Source material:
━━━━━━

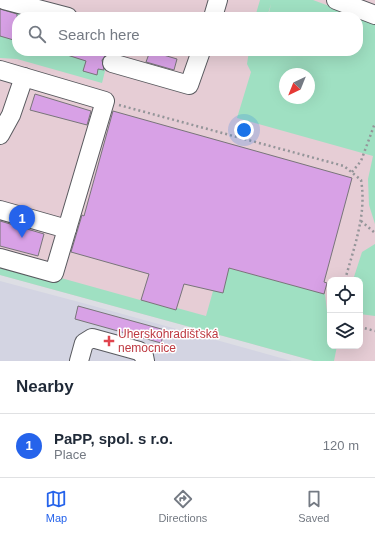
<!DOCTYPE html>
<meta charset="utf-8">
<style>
:root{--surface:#fff;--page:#f6f6f7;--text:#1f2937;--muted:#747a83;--line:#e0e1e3;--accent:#2563eb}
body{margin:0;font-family:Helvetica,sans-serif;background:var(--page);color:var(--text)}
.controls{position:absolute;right:12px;bottom:12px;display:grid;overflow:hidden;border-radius:8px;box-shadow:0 4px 16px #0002}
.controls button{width:36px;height:36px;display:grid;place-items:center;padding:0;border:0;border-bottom:1px solid var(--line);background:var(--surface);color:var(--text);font:20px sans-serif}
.compass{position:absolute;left:279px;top:68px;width:36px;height:36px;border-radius:50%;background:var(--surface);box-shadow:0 4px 16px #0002;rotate:223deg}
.you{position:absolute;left:244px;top:130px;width:14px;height:14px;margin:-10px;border:3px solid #fff;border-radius:50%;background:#1a73e8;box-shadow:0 0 0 6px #1a73e833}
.badge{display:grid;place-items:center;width:26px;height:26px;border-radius:50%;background:var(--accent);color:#fff;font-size:13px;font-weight:700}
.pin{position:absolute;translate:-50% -33px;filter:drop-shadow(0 1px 2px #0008)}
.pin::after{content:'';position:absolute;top:21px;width:14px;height:12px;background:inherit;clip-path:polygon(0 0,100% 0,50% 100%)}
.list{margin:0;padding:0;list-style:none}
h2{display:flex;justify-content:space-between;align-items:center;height:52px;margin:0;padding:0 16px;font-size:17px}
h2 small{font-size:13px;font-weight:400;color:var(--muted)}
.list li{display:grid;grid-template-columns:26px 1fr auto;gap:12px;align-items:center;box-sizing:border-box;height:64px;padding:0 16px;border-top:1px solid var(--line)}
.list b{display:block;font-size:15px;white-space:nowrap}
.list p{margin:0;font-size:13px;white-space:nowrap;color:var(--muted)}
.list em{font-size:13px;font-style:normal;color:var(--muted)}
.icon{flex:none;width:22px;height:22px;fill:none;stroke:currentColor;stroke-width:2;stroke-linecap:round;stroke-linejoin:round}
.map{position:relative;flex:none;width:375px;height:361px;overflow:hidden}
.search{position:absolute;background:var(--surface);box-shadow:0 4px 16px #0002;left:12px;right:12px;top:12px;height:44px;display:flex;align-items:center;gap:10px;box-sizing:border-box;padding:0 14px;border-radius:16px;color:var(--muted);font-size:15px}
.sheet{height:116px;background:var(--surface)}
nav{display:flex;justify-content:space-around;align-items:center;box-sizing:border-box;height:56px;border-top:1px solid var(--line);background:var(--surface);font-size:11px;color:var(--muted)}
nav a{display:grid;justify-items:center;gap:2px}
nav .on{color:var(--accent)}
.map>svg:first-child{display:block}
.industrial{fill:#e6cdd5;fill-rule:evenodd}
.built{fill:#d3d4e2}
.green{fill:#9fe0c2;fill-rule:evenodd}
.building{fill:#d8a1e6;stroke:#787579}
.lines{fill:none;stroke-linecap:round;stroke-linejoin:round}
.minor-casing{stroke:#595a5f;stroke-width:20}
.path{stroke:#949599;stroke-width:2.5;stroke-dasharray:2 3;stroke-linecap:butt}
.minor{stroke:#fff;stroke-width:18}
.health-dot{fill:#e0444e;stroke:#fff;stroke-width:1.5}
.labels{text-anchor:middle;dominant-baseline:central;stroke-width:3;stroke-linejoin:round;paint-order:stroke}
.health-label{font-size:12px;fill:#be3a42;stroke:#fff;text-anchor:start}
</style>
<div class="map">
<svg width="375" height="361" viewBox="0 0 375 361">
<rect width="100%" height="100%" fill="#dddee4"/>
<path class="industrial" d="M0 0H375V361H314L0 275ZM17 17H358V51H17ZM285 74H309V98H285ZM330 280H360V346H330Z"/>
<polygon class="built" points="0,281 79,302 292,361 0,361"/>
<g class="green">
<path d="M260 0H313L375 23V224L369 205 368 179 373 156 237 118 251 72 247 64 249 51H358V17H268L271 4 267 17H255ZM285 74H309V98H285Z"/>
<polygon points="0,9 30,17 17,17 17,51 110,51 102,83 17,59 0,58"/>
<polygon points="375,244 375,316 360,314 360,280 353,280 362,252"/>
<polygon points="0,261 176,310 177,308 206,316 220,266 325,294 328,321 330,324 330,346 337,346 334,361 314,361 0,275"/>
</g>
<g class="building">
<polygon points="0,9 17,14 17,41 0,36"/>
<polygon points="65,51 109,51 102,60 104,70 98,69 97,75 83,71 86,61 64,54"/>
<polygon points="150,51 177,59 174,70 146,62"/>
<polygon points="35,94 91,111 87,125 30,110"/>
<polygon points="113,111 352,178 324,282 327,283 324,294 229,268 223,293 184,284 176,310 141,300 149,274 71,252 82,215 84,216"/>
<polygon points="0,221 44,234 38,256 0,246"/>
<polygon points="78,306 165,330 161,343 75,319"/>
</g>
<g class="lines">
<g class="minor-casing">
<g id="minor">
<polyline points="4,0 68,17"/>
<polyline points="336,0 375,15"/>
<polyline points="213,17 218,0"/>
<polyline points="112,63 189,85 201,51"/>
<polyline points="0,70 105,101 67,229"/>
<polyline points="0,135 11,115 24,77"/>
<polyline points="0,210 67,229 54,273 0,258"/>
<polyline points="79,361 84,343 92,338 139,351 144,356 145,361"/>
</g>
</g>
<g class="path">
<path d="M119 105 344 166 361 180C367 214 354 247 345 280"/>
<polyline points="352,172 361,161 375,123"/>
<polyline points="361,221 375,233"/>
<polyline points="360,327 375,331"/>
</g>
<use href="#minor" class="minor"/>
</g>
<path class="health-dot" d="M107 335h4v4h4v4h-4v4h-4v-4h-4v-4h4z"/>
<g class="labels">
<g class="health-label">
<text x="118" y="334">Uherskohradišťská<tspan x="118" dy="14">nemocnice</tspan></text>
</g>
</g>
</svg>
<div class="controls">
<button><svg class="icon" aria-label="locate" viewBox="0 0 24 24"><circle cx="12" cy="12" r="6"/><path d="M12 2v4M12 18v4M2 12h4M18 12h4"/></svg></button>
<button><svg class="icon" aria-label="layers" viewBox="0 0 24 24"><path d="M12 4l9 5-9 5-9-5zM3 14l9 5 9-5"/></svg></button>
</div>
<svg class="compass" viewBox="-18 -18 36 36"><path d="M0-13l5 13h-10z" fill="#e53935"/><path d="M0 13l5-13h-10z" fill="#747a83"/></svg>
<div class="you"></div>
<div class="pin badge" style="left:22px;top:238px">1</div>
<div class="search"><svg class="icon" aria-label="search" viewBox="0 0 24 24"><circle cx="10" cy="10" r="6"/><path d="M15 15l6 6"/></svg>Search here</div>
</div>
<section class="sheet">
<h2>Nearby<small></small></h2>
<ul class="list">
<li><span class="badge">1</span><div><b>PaPP, spol. s r.o.</b><p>Place</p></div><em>120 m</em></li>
</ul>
</section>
<nav>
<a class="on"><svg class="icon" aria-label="map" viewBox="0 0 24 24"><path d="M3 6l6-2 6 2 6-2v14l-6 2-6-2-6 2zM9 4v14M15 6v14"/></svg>Map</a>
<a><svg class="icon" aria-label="directions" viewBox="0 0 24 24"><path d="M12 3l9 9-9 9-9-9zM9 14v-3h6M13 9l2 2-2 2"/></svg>Directions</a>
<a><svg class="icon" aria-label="saved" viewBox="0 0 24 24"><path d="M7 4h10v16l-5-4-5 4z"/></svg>Saved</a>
</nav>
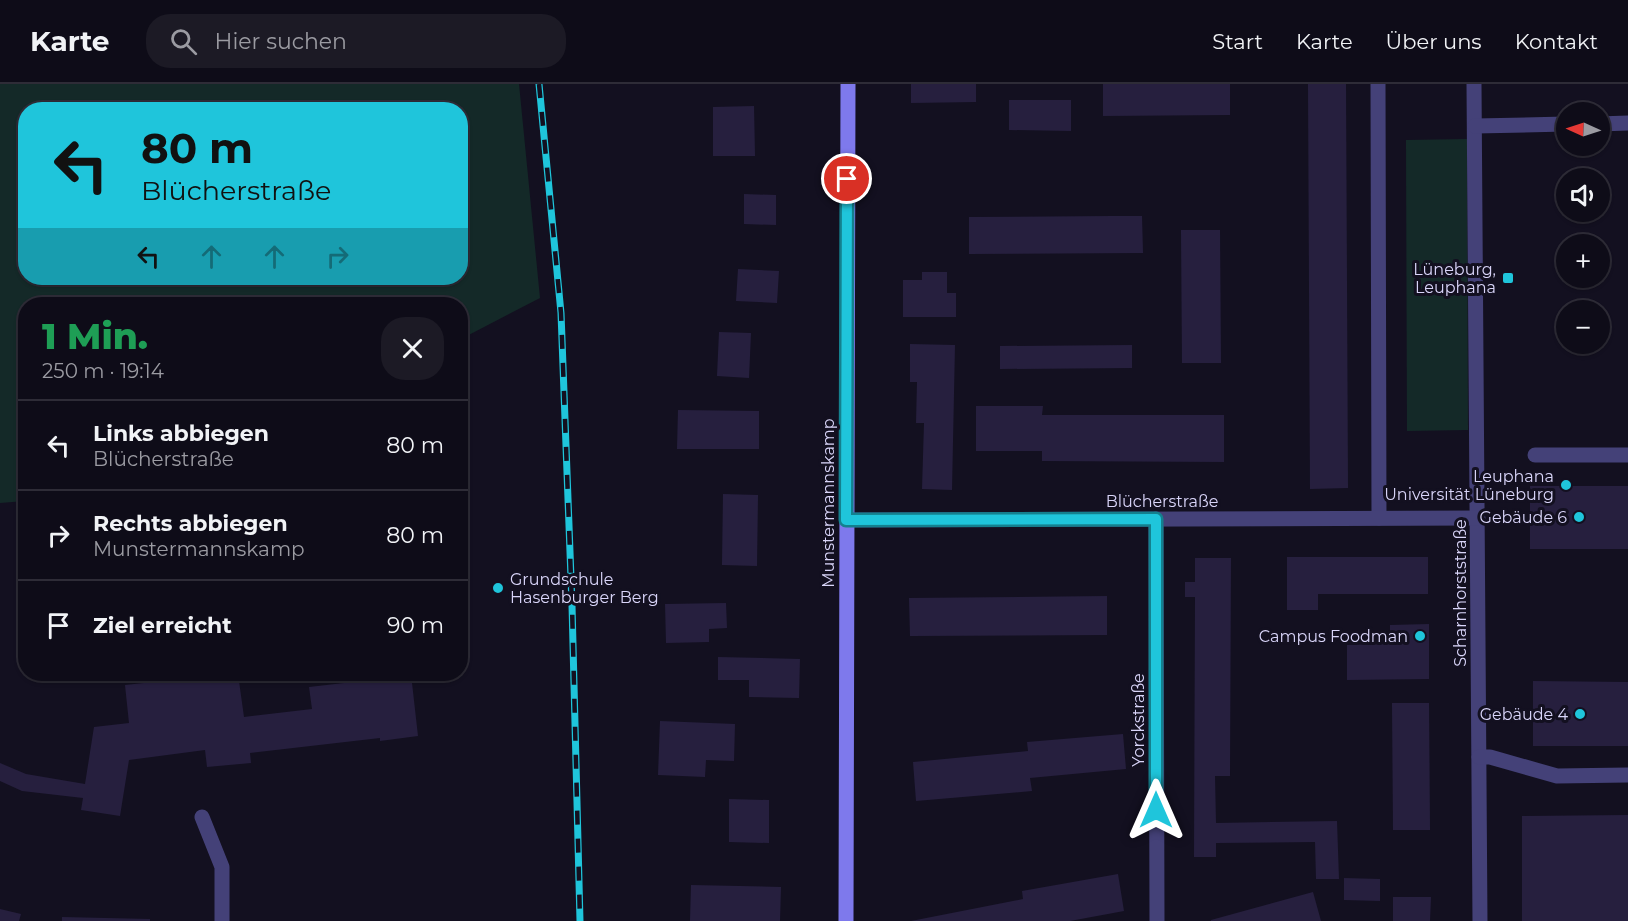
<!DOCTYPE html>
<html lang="de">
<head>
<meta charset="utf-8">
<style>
	:root { --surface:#0e0c18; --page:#1c1a25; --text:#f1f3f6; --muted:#9b9ba2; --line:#2e2c37 }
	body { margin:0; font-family:Montserrat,sans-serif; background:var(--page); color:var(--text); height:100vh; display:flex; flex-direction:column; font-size:22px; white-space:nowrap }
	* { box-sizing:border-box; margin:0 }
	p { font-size:20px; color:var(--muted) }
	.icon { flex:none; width:33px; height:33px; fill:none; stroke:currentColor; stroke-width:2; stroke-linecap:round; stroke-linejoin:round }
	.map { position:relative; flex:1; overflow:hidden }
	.details { position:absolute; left:18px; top:213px; width:450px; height:384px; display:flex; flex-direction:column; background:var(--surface); border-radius:24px; box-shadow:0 2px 4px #0004,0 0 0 2px var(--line) }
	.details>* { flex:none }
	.hud { position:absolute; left:18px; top:18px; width:450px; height:183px; border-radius:24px; box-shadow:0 2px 4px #0004,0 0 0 2px var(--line); background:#1fc5db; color:#111; overflow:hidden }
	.needle { width:39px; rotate:273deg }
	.fabs { position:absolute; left:1556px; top:18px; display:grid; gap:12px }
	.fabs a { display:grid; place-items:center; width:54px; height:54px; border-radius:50%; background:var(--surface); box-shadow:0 2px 4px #0004,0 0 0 2px var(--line); font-size:30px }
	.pin { position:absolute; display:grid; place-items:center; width:51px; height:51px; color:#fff; margin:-26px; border:3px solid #fff; border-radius:50%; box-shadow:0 2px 6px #0007 }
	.me { position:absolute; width:66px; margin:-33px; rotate:0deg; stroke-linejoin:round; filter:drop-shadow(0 0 4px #0008) }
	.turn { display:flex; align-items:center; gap:21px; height:126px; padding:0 24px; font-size:27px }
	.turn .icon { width:78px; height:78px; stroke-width:2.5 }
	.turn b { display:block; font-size:42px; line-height:51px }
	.lanes { display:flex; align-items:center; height:57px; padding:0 24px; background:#0003; justify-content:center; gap:30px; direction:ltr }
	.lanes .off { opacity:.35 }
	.round { display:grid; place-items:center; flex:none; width:63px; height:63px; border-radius:24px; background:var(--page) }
	.headline { display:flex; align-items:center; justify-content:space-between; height:102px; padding:0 24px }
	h1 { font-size:36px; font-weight:800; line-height:45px; color:#1e9e55 }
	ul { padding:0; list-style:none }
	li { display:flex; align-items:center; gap:18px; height:90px; padding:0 24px; border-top:2px solid var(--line) }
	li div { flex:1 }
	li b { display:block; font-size:22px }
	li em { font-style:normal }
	header { display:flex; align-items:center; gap:36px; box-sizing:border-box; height:84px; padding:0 30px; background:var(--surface); border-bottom:2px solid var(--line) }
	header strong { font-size:28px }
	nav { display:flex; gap:33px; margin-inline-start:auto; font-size:21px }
	.search { width:420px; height:54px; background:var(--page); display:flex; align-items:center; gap:15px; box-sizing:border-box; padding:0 21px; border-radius:24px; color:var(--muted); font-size:22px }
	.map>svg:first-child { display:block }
	.green { fill:#142928; fill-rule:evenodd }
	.building { fill:#261f3e }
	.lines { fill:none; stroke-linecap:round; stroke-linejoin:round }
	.street { stroke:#444178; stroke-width:15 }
	.secondary { stroke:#7e79ec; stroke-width:15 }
	.rail-casing { stroke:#1fc5db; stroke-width:7 }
	.rail { stroke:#131020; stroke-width:4.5; stroke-dasharray:14; stroke-linecap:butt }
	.route-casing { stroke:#14808e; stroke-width:15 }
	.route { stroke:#1fc5db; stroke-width:10 }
	.poi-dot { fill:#1fc5db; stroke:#131020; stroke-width:2 }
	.labels { text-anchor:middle; stroke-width:6; stroke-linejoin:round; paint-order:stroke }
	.poi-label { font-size:16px; fill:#d9d5f9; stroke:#131020; text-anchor:end }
	.street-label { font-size:16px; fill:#d9d5f9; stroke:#131020 }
</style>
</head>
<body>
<header>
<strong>Karte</strong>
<div class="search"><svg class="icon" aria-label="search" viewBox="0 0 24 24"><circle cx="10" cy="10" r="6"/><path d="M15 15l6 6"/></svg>Hier suchen</div>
<nav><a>Start</a><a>Karte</a><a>Über uns</a><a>Kontakt</a></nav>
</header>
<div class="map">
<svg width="1628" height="837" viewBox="0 0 1628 837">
	<rect width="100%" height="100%" fill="#131020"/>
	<g class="green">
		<path d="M0,0H519L540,214L461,255L460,220H26L25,417L0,419ZM26,26H460V194H26Z"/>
		<polygon points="1467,55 1468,346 1407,347 1406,56"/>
	</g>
	<g class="building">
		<polygon points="911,0 976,0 976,18 911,19"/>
		<polygon points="1103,0 1230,0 1230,31 1103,32"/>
		<polygon points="1308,0 1346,0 1348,404 1310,405"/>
		<polygon points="1009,16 1071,16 1071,47 1009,46"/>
		<polygon points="754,22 755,72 713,72 713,23"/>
		<polygon points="744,110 776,111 776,141 744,140"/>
		<polygon points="1112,132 1142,132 1143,169 969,170 969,133"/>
		<polygon points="1181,146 1220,146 1221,279 1182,279"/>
		<polygon points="738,185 779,187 777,219 736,217"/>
		<polygon points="922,188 947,188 947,209 956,209 956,233 903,233 903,196 922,196"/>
		<polygon points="719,248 751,249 749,294 717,292"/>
		<polygon points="910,260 955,261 952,406 922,405 924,339 916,339 917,298 910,298"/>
		<polygon points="1132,261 1132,284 1000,285 1000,262"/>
		<polygon points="976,322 1043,322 1042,331 1224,331 1224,378 1042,377 1042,367 976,367"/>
		<polygon points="678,326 759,327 759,365 677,365"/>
		<rect x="1530" y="402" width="98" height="63"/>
		<polygon points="723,410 758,411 757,482 722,481"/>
		<polygon points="1287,473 1428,473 1428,510 1318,510 1318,526 1287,526"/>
		<polygon points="1195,474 1231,474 1230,692 1215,692 1216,739 1337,737 1339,795 1316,795 1315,758 1216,759 1216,773 1194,773 1195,513 1185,513 1185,498 1195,498"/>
		<polygon points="1107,512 1107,551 910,552 909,514"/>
		<polygon points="726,519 727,544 709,545 709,558 666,559 665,520"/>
		<polygon points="1429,540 1429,595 1347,596 1347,561 1390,560 1390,541"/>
		<polygon points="718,573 800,575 799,614 749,613 749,596 718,596"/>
		<polygon points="161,590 238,590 244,633 312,625 309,603 370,596 369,590 411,590 418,652 380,657 380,654 250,669 251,679 207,683 205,666 129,676 120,732 81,726 83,714 22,707 0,697 0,679 26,690 85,700 94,643 129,639 125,601 162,597"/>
		<polygon points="1533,597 1628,598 1628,662 1533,662"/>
		<polygon points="1392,619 1429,619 1430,746 1393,746"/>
		<polygon points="660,637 735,640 734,677 706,676 705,693 658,691"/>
		<polygon points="1123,650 1126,685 1030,694 1032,707 916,717 913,678 1028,667 1027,658"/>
		<polygon points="729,715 769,716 769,759 729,758"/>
		<polygon points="1628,731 1628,837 1522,837 1522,732"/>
		<polygon points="1118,790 1124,827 1070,837 911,837 1023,815 1022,807"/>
		<polygon points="1344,794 1380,795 1380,817 1344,816"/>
		<polygon points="691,801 781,803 780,837 690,837"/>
		<polygon points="1313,808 1321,837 1211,837 1211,836"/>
		<polygon points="1393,813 1431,813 1430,837 1393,837"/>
		<polygon points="0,825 21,830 19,837 0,837"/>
		<polygon points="62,833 150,835 150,837 62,837"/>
	</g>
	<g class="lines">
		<g class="street">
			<polyline points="1378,0 1379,434"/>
			<polyline points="1474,0 1480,837"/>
			<polyline points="1599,40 1628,39"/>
			<polyline points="1475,42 1566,40"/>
			<polyline points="1535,371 1628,371"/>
			<polyline points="1156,435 1157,837"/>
			<polyline points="847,436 1478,434"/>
			<polyline points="1479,673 1490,673 1557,692 1628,691"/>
			<polyline points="202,733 222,783 222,837"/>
		</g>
		<polyline class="secondary" points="846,837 848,0"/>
		<g class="rail-casing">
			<polyline id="rail" points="539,0 561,229 572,521 580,837"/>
		</g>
		<use href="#rail" class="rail"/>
	</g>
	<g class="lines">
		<g class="route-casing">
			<polyline id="route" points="847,95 846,436 1156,435 1156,726"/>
		</g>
		<use href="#route" class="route"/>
	</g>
	<g class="poi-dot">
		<rect x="1502" y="188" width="12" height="12" rx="3"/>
		<circle cx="1566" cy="401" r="6"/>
		<circle cx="1579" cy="433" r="6"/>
		<circle cx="498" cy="504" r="6"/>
		<circle cx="1420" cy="552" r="6"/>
		<circle cx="1580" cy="630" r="6"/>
	</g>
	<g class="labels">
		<g class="poi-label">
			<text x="1496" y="191">Lüneburg,<tspan x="1496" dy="18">Leuphana</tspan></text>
			<text x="1554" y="398">Leuphana<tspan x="1554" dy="18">Universität Lüneburg</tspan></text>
			<text x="1567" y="439">Gebäude 6</text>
			<text x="510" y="501" text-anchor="start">Grundschule<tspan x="510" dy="18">Hasenburger Berg</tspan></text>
			<text x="1408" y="558">Campus Foodman</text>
			<text x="1568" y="636">Gebäude 4</text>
		</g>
		<g class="street-label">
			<text x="1162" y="423">Blücherstraße</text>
			<text transform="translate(828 419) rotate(-90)" y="6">Munstermannskamp</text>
			<text transform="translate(1460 509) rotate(-90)" y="6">Scharnhorststraße</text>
			<text transform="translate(1138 636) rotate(-90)" y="6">Yorckstraße</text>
		</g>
	</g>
</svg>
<div class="fabs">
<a><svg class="needle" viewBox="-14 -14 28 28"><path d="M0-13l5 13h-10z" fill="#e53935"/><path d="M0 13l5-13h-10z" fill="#9b9ba2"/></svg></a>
<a><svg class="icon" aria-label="sound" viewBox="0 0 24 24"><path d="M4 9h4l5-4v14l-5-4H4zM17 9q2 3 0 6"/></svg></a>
<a>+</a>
<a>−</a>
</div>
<div class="pin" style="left:847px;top:95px;background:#d93025"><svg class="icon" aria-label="arrive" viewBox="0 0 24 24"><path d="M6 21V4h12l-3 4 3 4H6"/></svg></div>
<svg class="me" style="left:1156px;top:726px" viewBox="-20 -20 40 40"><path d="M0-17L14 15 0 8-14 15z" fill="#1fc5db" stroke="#fff" stroke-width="4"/></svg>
<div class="hud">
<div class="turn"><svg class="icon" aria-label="left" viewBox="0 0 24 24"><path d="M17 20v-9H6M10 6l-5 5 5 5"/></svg><div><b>80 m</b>Blücherstraße</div></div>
<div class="lanes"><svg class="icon" aria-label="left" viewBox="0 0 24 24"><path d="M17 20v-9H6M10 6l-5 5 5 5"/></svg><svg class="icon off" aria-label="ahead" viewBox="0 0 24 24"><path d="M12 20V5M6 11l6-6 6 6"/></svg><svg class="icon off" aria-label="ahead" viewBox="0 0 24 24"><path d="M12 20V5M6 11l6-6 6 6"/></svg><svg class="icon off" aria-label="right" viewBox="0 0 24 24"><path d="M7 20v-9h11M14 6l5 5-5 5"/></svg></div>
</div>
<section class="details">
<div class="headline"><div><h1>1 Min.</h1><p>250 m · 19:14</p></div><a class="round"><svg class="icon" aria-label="close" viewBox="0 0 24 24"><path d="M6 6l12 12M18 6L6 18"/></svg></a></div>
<ul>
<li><svg class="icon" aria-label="left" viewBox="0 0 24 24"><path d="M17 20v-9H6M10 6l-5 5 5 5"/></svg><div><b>Links abbiegen</b><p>Blücherstraße</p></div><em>80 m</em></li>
<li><svg class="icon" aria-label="right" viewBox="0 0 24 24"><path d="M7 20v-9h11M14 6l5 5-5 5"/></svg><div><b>Rechts abbiegen</b><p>Munstermannskamp</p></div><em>80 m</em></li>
<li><svg class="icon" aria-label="arrive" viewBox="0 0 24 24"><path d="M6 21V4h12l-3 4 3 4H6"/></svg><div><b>Ziel erreicht</b></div><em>90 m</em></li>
</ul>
</section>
</div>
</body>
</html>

━━━━━━

For the records above, state how many lines contain "drop", and nothing more.

2